Booking websites, however, must wait for the government negotiations to be concluded. A spokeswoman for the Priceline Group, which oversees, and Kayak, says they're eager to facilitate travel to Cuba as soon as they can. A spokesman for Orbitz, a competitor, says the same.

"We are in contact with our suppliers, airlines, hotels, cruise lines and others that are looking at getting into the Cuba market," says Chris Chiames, vice president of corporate affairs at Orbitz. "We anticipate being able to sell travel for Americans getting to Cuba by the end of this year.

"It's been a place so close, but so far," Chiames adds.

Miami to Havana
Once the U.S. and Cuba revise a decades-old air service agreement, regular commercial air travel can begin. Here, a woman arriving to Havana from Miami. Enrique De La Osa/REUTERS

When major U.S. providers make it easier to book flights and hotels, what will become of the charter companies?

"The most logical scenario," says Lillian Manzor, a University of Miami associate professor and expert on U.S.-to-Cuba travel policies, is that the influx of options will drive down ticket prices and the charters will struggle. However, Manzor says, cultural reasons may keep the major airlines from succeeding in that market. "Conducting business with Cuba is not simple. These [charter] travel agencies have a long experience and tradition of working with Cuba," she says. "They have an experiential know-how that they've already had to deal with for 20-odd years that the [major] American companies don't have."

Zuccato also says major carriers may have trouble dealing with the nuances involved with Cuba travel. "These charter flights into Cuba have operated so efficiently over the past 20 years," he says. "They're able to take kind of a complicated process and make it really simple and easy for people…. We have the system down."

Other charter executives, Aral of ABC and Guild of Marazul, concede that if necessary, they will focus on other aspects of their businesses, such as running programs and tours.

History shows that the competition could get messy. Companies have gone after one another in court; most recently, last October, Island Travel and Tours filed suit against Cuba Travel Services for setting ticket prices too low and therefore violating antitrust laws. That case is ongoing and attorneys for Cuba Travel Services have called the claim "meritless."

Politics have caused problems as well. It is suspected that Cuban exile extremists were responsible for bombing the Marazul offices twice in 1988 and once in 1996, almost gutting the store and forcing the company to install bulletproof glass.

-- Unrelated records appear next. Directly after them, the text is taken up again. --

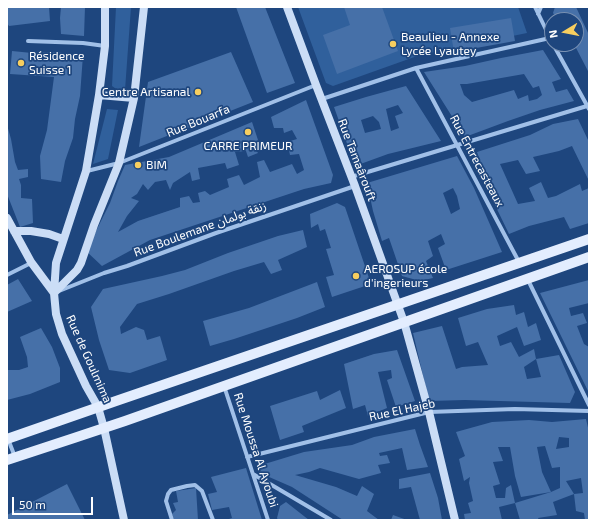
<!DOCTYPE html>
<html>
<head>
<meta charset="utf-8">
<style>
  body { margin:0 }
  #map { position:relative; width:596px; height:527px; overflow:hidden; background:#1e467e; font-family:"Exo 2",sans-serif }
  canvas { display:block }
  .frame { position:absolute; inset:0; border:8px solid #fff; pointer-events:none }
  .north { position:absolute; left:544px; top:12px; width:40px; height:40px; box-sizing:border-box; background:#1e467e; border:1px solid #7890b2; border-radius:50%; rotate:260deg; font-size:11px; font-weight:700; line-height:16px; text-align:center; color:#fff }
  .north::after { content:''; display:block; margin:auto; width:14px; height:18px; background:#f7ce5f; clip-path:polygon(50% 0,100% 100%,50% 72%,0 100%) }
  .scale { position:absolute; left:12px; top:497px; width:81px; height:18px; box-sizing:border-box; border:2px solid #fff; border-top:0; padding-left:5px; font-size:12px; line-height:14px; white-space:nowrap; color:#fff; -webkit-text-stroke:3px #1e467e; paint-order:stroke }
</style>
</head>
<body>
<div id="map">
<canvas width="596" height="527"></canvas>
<div class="frame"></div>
<div class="north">N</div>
<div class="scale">50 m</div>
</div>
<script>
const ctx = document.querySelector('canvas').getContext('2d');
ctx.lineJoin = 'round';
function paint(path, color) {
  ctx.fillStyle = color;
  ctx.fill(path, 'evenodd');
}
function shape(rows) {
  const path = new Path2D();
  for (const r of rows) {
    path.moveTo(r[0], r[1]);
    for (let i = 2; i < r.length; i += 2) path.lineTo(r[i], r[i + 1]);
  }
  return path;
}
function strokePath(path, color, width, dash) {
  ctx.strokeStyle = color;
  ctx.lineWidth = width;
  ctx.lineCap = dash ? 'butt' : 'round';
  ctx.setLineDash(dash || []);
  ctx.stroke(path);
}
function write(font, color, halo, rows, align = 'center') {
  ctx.font = font + ' "Exo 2","Noto Sans Arabic",sans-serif';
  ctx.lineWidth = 3.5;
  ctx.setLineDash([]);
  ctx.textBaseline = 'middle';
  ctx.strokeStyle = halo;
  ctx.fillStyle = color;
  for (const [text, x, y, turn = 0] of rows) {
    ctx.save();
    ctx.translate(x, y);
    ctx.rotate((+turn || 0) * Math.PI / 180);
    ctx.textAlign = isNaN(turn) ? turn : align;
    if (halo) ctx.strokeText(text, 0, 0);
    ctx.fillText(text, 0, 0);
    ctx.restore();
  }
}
paint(shape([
  [116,7,131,7,125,90,119,91,112,86],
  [298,7,518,7,527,33,420,55,333,86,326,83],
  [107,109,118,110,108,159,93,164]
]), '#30609c');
paint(shape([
  [7,7,49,7,50,21,9,26,7,23],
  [61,7,85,7,84,36,61,34,60,18],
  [236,7,265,7,295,83,267,93],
  [344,7,382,7,398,51,337,74,323,35,350,25],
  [555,7,576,7,589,35,589,73,574,44,576,44,576,20,558,20,553,13],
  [511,18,515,41,454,52,450,28],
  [543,50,561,79,552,82,556,92,567,89,574,101,540,110,508,121,465,137,424,72,465,66,501,58],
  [524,74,533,88,539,86,542,95,537,99,529,101,528,95,518,99,514,90,472,102,464,95,460,84,467,84],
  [12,51,32,53,54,52,83,55,80,96,75,119,73,138,65,161,61,182,41,179,40,156,47,130,54,77,10,74],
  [231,52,253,102,139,147,148,82],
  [406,86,441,141,388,154,355,166,334,107,366,97],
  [398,105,403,113,395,116,399,128,391,131,386,109],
  [373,116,379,122,381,129,365,133,361,120],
  [306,100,333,175,331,183,304,189,150,240,102,266,86,251,110,203,118,181,125,165,169,157,252,122,260,146,254,147,258,153,248,157,246,151,235,152,239,165,227,169,225,163,198,168,200,179,192,181,190,172,173,183,170,190,166,180,155,182,148,190,143,184,137,194,131,198,139,201,127,216,118,232,138,221,180,207,180,198,189,196,193,203,200,202,198,193,205,191,210,195,229,187,227,179,239,175,244,185,260,177,257,162,264,160,270,172,292,164,297,174,304,170,299,154,290,155,287,142,297,139,292,130,284,133,283,128,274,128,271,117],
  [578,119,589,142,589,181,572,146,559,151,533,157,540,171,526,174,518,160,500,164,518,204,535,201,529,188,541,182,548,198,556,196,580,184,582,191,589,188,589,223,570,229,564,217,529,226,509,234,494,203,477,152,530,135,553,124],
  [7,125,11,139,15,162,18,170,28,169,28,177,19,179,21,185,21,198,32,199,33,223,20,227,7,194],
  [457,156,474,188,502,252,446,270,438,248,445,244,441,234,428,241,433,256,426,261,433,278,420,281,402,276,389,238,382,241,373,211,367,183],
  [453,188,457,196,460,209,451,214,443,193],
  [337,203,345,207,371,284,332,297,326,277,334,275,326,249,331,248,325,229,320,231,318,224,311,228,310,214],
  [303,230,307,247,278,260,282,270,271,274,264,262,234,271,169,294,137,304,120,327,121,334,136,327,144,330,147,340,160,336,167,360,130,373,109,370,99,340,91,307,103,289,162,276,185,270,228,253,278,236],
  [18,279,32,301,7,312,7,285],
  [589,280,589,303,569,308,571,316,583,313,587,323,577,326,584,344,589,347,589,393,540,293],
  [317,282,325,307,297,318,234,339,210,346,203,321,249,308],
  [514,305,516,315,524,312,528,327,536,323,541,340,524,346,517,327,497,336,500,346,511,342,519,357,534,349,536,359,559,355,575,392,570,403,465,400,429,401,413,333,442,326,456,369,462,367,488,365,478,342,466,346,458,318,487,309],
  [536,359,541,377,527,379,524,367],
  [41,328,52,347,60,368,60,382,30,394,7,400,7,370,19,370,28,367,27,357,20,337],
  [397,350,415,401,396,407,387,380,392,378,391,370,378,372,387,408,368,416,365,405,353,409,344,364,374,354],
  [340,390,346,408,302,426,304,432,280,440,270,406,317,391,320,400],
  [586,419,589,432,589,520,585,520,584,513,576,511,574,494,553,502,557,515,538,518,539,520,533,520,533,519,520,520,515,503,551,492,521,497,515,476,510,447,498,447,503,461,493,462,500,484,493,486,496,498,505,498,506,488,511,485,515,503,499,507,502,520,465,520,464,514,471,513,468,503,473,501,469,483,470,477,464,481,459,459,465,456,456,432,492,422,529,420,552,422],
  [559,437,569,438,569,447,556,449],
  [545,446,552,468,560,467,560,488,551,492,542,472,537,447],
  [581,478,583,493,574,494,566,481],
  [415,429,420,445,428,467,407,470,402,448,379,453,380,456,387,455,390,463,378,465,381,473,359,479,320,468,309,472,295,475,336,487,357,496,362,486,374,494,367,511,379,520,343,520,292,487,260,473,258,466,304,452,352,445,374,437],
  [246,468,262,520,226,520,232,518,229,507,212,510,208,494,217,492,211,477],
  [430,473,438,498,442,520,420,520,411,487,399,489,399,479],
  [67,484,85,520,7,520,7,515],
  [196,488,198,520,174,520,172,514,176,510,173,503,178,502,176,491],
  [286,502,309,520,278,520,277,518,280,506],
  [393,515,407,520,391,520]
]), '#4670a8');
strokePath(shape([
  [535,7,551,40],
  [538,14,541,7],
  [28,41,83,43,105,46],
  [553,44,589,109],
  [416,68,519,262],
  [322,99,416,68,550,38],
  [87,171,119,163,316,85],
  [351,177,587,106],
  [7,275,31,263],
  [528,280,589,405],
  [59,291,104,273,127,266,216,233,355,186],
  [224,386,268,520],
  [8,439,15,457],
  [247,457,429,412,515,409,589,411],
  [253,474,331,520],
  [172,520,166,501,168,494,171,490,187,486,195,485,202,491,213,520]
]), '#a1c0e8', 4);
strokePath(shape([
  [105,7,105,46,99,95,86,171,56,263,54,293,56,314,62,334,86,386,98,407,104,428,124,520],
  [287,7,316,85,355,186,404,322,429,412,455,520],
  [99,95,134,98],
  [7,218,31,262,54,293],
  [14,231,31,231,49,234,63,239],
  [54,293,77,270,81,263,94,225,119,163,134,98,144,7]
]), '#cbddf6', 8);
strokePath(shape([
  [7,439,116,401,589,239],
  [7,460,74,438,125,421,589,257]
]), '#e3edfe', 10);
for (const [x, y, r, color] of [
  [393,44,4,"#f7ce5f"],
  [21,63,4,"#f7ce5f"],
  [198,92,4,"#f7ce5f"],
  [248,132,4,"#f7ce5f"],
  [138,165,4,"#f7ce5f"],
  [356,276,4,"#f7ce5f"]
]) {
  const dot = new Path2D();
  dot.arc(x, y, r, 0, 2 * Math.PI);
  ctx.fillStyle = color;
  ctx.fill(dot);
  strokePath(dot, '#1e467e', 1.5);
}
write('12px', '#fff', '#1e467e', [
  ["Beaulieu - Annexe",401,37],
  ["Lycée Lyautey",401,51],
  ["Résidence",29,56],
  ["Suisse 1",29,70],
  ["Centre Artisanal",190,92,"right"],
  ["CARRE PRIMEUR",248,146,"center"],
  ["BIM",146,165],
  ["AEROSUP école",364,269],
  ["d'ingerieurs",364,283]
], 'left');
write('12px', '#fff', '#1e467e', [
  ["Rue Bouarfa",198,121,-22],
  ["Rue Tamaârouft",357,160,69],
  ["Rue Entrecasteaux",477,161,62],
  ["Rue Boulemane زنقة بولمان",200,229,-20],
  ["Rue de Goulmima",89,359,66],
  ["Rue El Hajeb",402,410,-12],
  ["Rue Moussa Al Ayoubi",256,450,72]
]);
</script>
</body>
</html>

Francisco Aruca, the founder of Marazul—"the first American company to run charter flights to Cuba"—died in 2013. When he was a young man in Cuba, according to biographies, authorities arrested him for counter-revolutionary activities and sentenced him to 30 years behind bars. He apparently escaped and fled the country, eventually settling in Miami. There, he became a popular radio show host.

The name of another high-profile former charter company owner, John H. Cabanas of the now-closed C&T Charters, elicits colorful off-the-record responses from some, and praise as a "pioneer" from others. Cabanas, 72, says his ancestors came to Florida from Cuba in the 1850s. He says he's dined with Fidel Castro, and he calls Raul Castro, whom Cabanas says once lent him 20 pesos for a haircut, "a terrific guy."

Cabanas grew up in a political family, and after an arson attack on their home around the time he was 19, they fled to Cuba. Cabanas returned to the U.S. in 1988. These days, he doesn't shy from talking about his political beliefs, and he has contributed more than $100,000 to both Democrats and Republicans over the past decade. Thanks to the renewed relations with Cuba, he says, now is a good time to be in the charter business.

"It's a very romantic industry," Cabanas says, "and I think it's going to grow into an indefinite size."